Trump’s Hormuz Humiliation

The war with Iran was never likely to be an easy victory. Every American senior officer not insane or a controlled member of the Epstein Syndicate warned against it. The Libertarian Alliance warned repeatedly against it. A war, if it came, was always more likely to be the moment the world discovered that the emperor’s new clothes were, in fact, a clown suit. President Trump’s latest theatrical flourish — “Project Freedom,” the grand humanitarian mission to escort trapped ships out of the Strait of Hormuz — has collapsed before it even began, exposing the United States not as the indispensable superpower but as a paper tiger whose threats no one fears and whose help no one wants.

The plan was ludicrous on every level, and reality has already delivered the verdict. The first American warship sent into the strait was promptly hit with missiles. If the U.S. Navy cannot protect its own vessels, how exactly was it supposed to shepherd giant oil tankers moving at the speed of a bicycle through waters controlled by Iranian fast boats and drones? A real escort convoy would need to be enormous simply to have a chance of survival — yet even then, one rogue drone could turn a single tanker into a bonfire. Once that happens, every crew and every owner on earth would refuse the passage. The resulting oil spill and marine hazard would close the strait for months, perhaps years.

Even if, by some miracle of logistics and luck, such convoys could be assembled without catastrophic losses, they would move at a glacial pace and handle only a handful of ships at a time. That is no answer to the systemic supply-chain collapse already underway. The strait is now operating at barely five percent of its pre-war traffic. Over 800 vessels sit idle in the Gulf. Oil has surged past $100 a barrel. The world’s fertilizer supply — critical for global food production — is bottled up behind a chokepoint guarded by men in small boats with outboard motors. This is not merely an American embarrassment. It is a global disaster.

And the scoreboard is merciless. The war that closed the strait was started by the United States and Israel. The Joint Chiefs’ explicit warning that Iran would close Hormuz if attacked was ignored. NATO allies — Germany, Spain, Italy, Britain, Japan, Australia, South Korea — were asked to join a naval coalition and every single one refused. Germany’s defence minister put it bluntly: “This is not our war. We have not started it.” Mr Trump called their refusal “a very foolish mistake.” Meanwhile, the countries that actually needed their tankers to move — China, India, Turkey, Pakistan, Malaysia — simply picked up the phone and negotiated directly with Tehran. Iran let Malaysian ships through. Indian tankers secured safe passage. China is in active talks for oil-corridor access. They did not call the White House. They called the people who hold the keys.

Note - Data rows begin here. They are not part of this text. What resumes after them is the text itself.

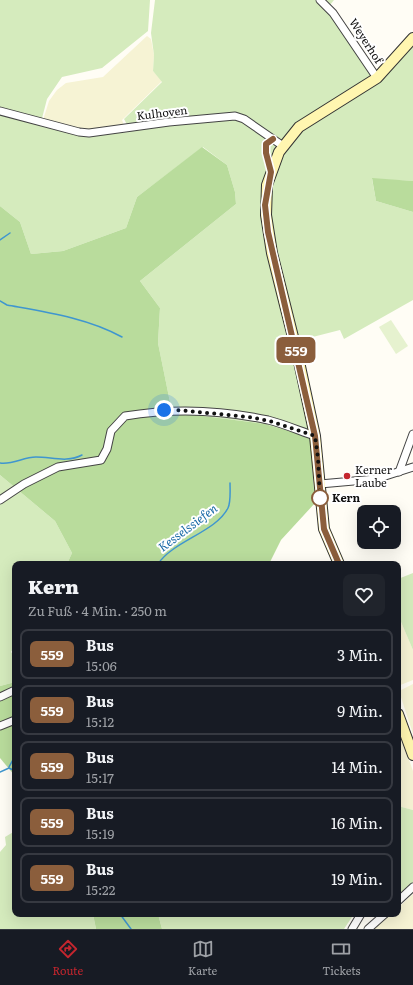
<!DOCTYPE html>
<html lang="de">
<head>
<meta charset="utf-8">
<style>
  body { margin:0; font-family:Literata,serif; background:#20242c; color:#f1f3f6; height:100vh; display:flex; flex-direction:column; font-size:15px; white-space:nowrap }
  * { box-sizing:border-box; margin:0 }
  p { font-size:13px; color:#9ea1a6 }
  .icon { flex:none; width:22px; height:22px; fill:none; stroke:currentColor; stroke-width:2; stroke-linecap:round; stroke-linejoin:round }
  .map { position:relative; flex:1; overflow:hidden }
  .details { position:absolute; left:12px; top:561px; width:389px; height:356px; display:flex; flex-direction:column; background:#171b24; border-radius:8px; box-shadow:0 4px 16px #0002 }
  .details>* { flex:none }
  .badge { padding:0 8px; border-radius:6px; font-size:14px; line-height:26px }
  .fabs { position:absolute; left:357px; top:505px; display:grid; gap:8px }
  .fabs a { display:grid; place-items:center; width:44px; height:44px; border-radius:8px; background:#171b24; box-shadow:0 4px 16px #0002; font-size:20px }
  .you { position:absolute; width:20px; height:20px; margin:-10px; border:3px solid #fff; border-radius:50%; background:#1a73e8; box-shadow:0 0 0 6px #1a73e833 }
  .map>.badge { position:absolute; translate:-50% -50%; box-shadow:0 0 0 2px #fff }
  .round { display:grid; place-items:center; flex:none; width:42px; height:42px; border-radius:8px; background:#20242c }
  .head { display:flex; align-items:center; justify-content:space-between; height:68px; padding:0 16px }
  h1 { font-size:19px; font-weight:800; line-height:30px }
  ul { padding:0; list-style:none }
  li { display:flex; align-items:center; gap:12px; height:50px; margin:0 8px 6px; padding:0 8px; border:2px solid #363941; border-radius:8px }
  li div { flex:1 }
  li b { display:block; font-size:15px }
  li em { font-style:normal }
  li .badge { min-width:44px; font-weight:700; text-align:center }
  .menu { display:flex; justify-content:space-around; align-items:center; height:56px; border-top:1px solid #363941; background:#171b24; font-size:11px; color:#9ea1a6 }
  .menu a { display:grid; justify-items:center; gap:2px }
  .menu .current { color:#c4262e }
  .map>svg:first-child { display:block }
  .farmland { fill:#f6f3d4 }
  .green { fill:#d5ebbd; fill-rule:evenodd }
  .forest { fill:#b9dc9c }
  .pitch { fill:#e6f2cf }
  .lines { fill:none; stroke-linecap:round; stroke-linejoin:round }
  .stream { stroke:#3f96cf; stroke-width:1.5 }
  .street-casing { stroke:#444; stroke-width:9 }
  .secondary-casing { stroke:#333; stroke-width:12 }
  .street { stroke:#fff; stroke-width:7 }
  .secondary { stroke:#fff6b0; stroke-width:10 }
  .line-casing { stroke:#fff; stroke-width:9 }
  .line { stroke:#8b5e3c; stroke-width:6 }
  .walk { stroke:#111; stroke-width:4; stroke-dasharray:0 7.2 }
  .poi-dot { fill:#c4262e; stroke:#fff; stroke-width:1.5 }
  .stop-dot { fill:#fff; stroke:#8b5e3c; stroke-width:2 }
  .labels { text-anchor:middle; stroke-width:4; stroke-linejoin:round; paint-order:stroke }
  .street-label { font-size:11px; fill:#111; stroke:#fff }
  .poi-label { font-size:11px; fill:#111; stroke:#fff; text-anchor:start }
  .stop-label { font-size:11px; font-weight:bold; fill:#111; stroke:#fff; text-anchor:start }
  .water-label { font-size:12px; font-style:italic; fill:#1768a6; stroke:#fff }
</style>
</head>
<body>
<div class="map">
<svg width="413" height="929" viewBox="0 0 413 929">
  <rect width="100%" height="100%" fill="#fffdf5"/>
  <!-- farmland -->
  <g class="farmland">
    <path d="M147,36L151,39L154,55L153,71L162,81L122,120L124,125L87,130L43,120L49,101L57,90L66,83L103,77Z"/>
    <path d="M398,615L413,650V680L398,686Z"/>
    <path d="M413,684V734L399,691Z"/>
    <path d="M398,729L413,771V810L398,806Z"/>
    <path d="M413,894V929H374L391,914H398V908Z"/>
  </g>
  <!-- green -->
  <g class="green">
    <path d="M0,0H150L148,31L102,68L62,77L47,99L40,126L79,135L131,132L124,119L162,82L153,71L154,55L151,33L155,0H334L330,5L377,78L346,99C377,83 391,64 413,38V181L372,179L376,201L413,212V300L344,339L340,330L297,341L266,217L265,233L270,259L295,360L296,371L298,372L310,437L265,424L172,412L158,343L160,308L140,281L236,204L235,192L227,165L203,147L137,197L126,228L63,251L31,254L20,222L0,206ZM222,114L218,120L192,122L188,117Z"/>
    <path d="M0,475L55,521L72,553L67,564H15V646L11,652L15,656V682L0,686Z"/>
    <path d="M413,573V650L398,615V579Z"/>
    <path d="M398,806L413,810V888L398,901Z"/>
    <path d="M15,831V914H93L96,929H0V852L6,845L5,837Z"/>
    <path d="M158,914H354L344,929H162Z"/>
  </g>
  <!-- forest -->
  <g class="forest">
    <path d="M202,147L227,165L235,192L236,204L140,281L160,308L158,343L172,412L265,424L310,437L315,503L281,540L269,564H67L72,553L55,521L0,475V206L20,222L31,254L63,251L126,228L137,197Z"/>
    <path d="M372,178L413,181V212L376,201Z"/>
    <path d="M15,682V776L0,758V686Z"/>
    <path d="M93,914H158L162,929H96Z"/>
  </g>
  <!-- pitch -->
  <path class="pitch" d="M391,320L408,346L396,354L379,327Z"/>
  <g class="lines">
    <!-- stream -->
    <g class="stream">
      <path d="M0,240L10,233"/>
      <path d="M0,301L7,305C46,312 88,318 122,337"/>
      <path d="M0,463C13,465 23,457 36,457C52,457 67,463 82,455"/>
      <path d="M158,564C173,541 216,532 228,508C231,502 230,490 230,483"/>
      <path d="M9,767L15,756"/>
      <path d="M0,772L9,768L15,771"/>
      <path d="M120,914L131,929"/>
    </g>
    <defs>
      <g id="street">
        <path d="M320,0L333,13L377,78"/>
        <path d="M0,111L79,132L89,133L169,122L235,116L244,119L283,146"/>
        <path d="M399,472L413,434"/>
        <path d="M320,484L376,479L413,467"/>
        <path d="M0,500L24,484L58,467L101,460L107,449L111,431L125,416C172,408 222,410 268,420C284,424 300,431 315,436"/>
        <path d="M0,697L15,690"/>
        <path d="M0,726L15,720"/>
        <path d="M398,901L413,887"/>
        <path d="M352,929L361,914"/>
        <path d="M368,929L385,914"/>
      </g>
      <g id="secondary">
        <path d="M339,564L324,529L315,436L298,357L272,253L266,215L267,185L279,152L299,127L377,78L413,38"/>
        <path d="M398,714L413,755"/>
      </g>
    </defs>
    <!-- street casing -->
    <use href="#street" class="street-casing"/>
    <!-- secondary casing -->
    <use href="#secondary" class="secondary-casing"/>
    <!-- street -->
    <use href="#street" class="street"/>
    <!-- secondary -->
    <use href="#secondary" class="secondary"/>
  </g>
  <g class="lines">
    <defs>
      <path id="line" d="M273,139L266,144V153L271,172L265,205L268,232L315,436L324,529L339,564"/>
    </defs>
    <!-- line casing -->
    <use href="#line" class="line-casing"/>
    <!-- line -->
    <use href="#line" class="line"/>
    <!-- walk -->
    <path class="walk" d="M164,410H177L249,417L270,421L315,436L318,458L320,498"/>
  </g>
  <!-- markers -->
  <circle class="poi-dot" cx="347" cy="476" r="4"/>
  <circle class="stop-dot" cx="320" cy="498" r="8"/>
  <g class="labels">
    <!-- street labels -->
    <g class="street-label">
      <text transform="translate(366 41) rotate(57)" y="4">Weyerhof</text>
      <text transform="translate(162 113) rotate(-7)" y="4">Kulhoven</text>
    </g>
    <!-- poi labels -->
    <g class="poi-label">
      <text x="355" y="474">Kerner<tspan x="355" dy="13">Laube</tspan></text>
    </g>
    <!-- stop labels -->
    <g class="stop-label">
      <text x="332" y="502">Kern</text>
    </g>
    <!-- water labels -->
    <g class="water-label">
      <text transform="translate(188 528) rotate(-37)" y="4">Kesselssiefen</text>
    </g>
  </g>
</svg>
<div class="fabs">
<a><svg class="icon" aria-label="locate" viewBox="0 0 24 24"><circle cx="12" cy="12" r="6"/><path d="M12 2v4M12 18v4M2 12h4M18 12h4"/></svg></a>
</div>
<div class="you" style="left:164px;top:410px"></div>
<b class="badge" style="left:296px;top:350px;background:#8b5e3c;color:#fff">559</b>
<section class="details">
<div class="head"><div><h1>Kern</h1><p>Zu Fuß · 4 Min. · 250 m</p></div><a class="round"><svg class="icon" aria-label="heart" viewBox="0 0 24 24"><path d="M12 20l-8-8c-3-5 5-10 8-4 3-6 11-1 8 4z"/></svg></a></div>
<ul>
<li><span class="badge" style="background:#8b5e3c;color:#fff">559</span><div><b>Bus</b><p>15:06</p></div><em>3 Min.</em></li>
<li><span class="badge" style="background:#8b5e3c;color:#fff">559</span><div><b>Bus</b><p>15:12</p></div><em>9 Min.</em></li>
<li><span class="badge" style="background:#8b5e3c;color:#fff">559</span><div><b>Bus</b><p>15:17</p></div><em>14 Min.</em></li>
<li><span class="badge" style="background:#8b5e3c;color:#fff">559</span><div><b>Bus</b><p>15:19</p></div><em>16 Min.</em></li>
<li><span class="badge" style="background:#8b5e3c;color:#fff">559</span><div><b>Bus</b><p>15:22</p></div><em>19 Min.</em></li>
</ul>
</section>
</div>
<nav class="menu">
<a class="current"><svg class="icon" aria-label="directions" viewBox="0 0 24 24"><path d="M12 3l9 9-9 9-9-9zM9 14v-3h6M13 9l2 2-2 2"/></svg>Route</a>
<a><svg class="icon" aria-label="map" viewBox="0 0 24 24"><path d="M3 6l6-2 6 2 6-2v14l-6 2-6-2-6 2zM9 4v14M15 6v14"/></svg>Karte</a>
<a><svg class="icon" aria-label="tickets" viewBox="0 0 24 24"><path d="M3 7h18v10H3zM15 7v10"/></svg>Tickets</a>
</nav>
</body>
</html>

Yet Mr Trump’s latest Truth Social posturing claims that “countries from all over the world” have begged the United States for help. He named exactly zero of them. He showed not one flag. He mentioned not one head of state. He said just “countries,” and many of them. Trust him. They are apparently in the room with him — somewhere.

Worse, the so-called humanitarian mission comes wrapped in a military threat: “If, in any way, this Humanitarian process is interfered with, that interference will, unfortunately, have to be dealt with forcefully.” It is another protection racket with presidential letterhead. The truth is that Mr Trump has taken to posting pictures of himself holding a pack of Uno cards, declaring that he holds all the cards. In truth he holds only the Joker — and the clown is himself.

There is only one way traffic through the Strait of Hormuz returns to normal: the full, willing cooperation of Iran in peacetime. No amount of bluster, no display of naval theatrics, no catalogue of imaginary coalitions changes that fact. The strait cannot remain closed without guaranteeing overlapping catastrophes of supply, price spikes, and food insecurity that will shake every continent.

Mr Trump has no alternative left. He must stop boasting that he has “won.” He must sit down with the Iranians and negotiate a peace that will, of necessity, be largely on Iranian terms. The alternative is not American strength; it is American irrelevance and global pain. We can only hope that this time the President will not choose to murder the Iranian negotiators at the table. The last time that happened, the consequences are still unfolding. The crazies in Washington and Tel Aviv aside, no one can afford a repeat of that.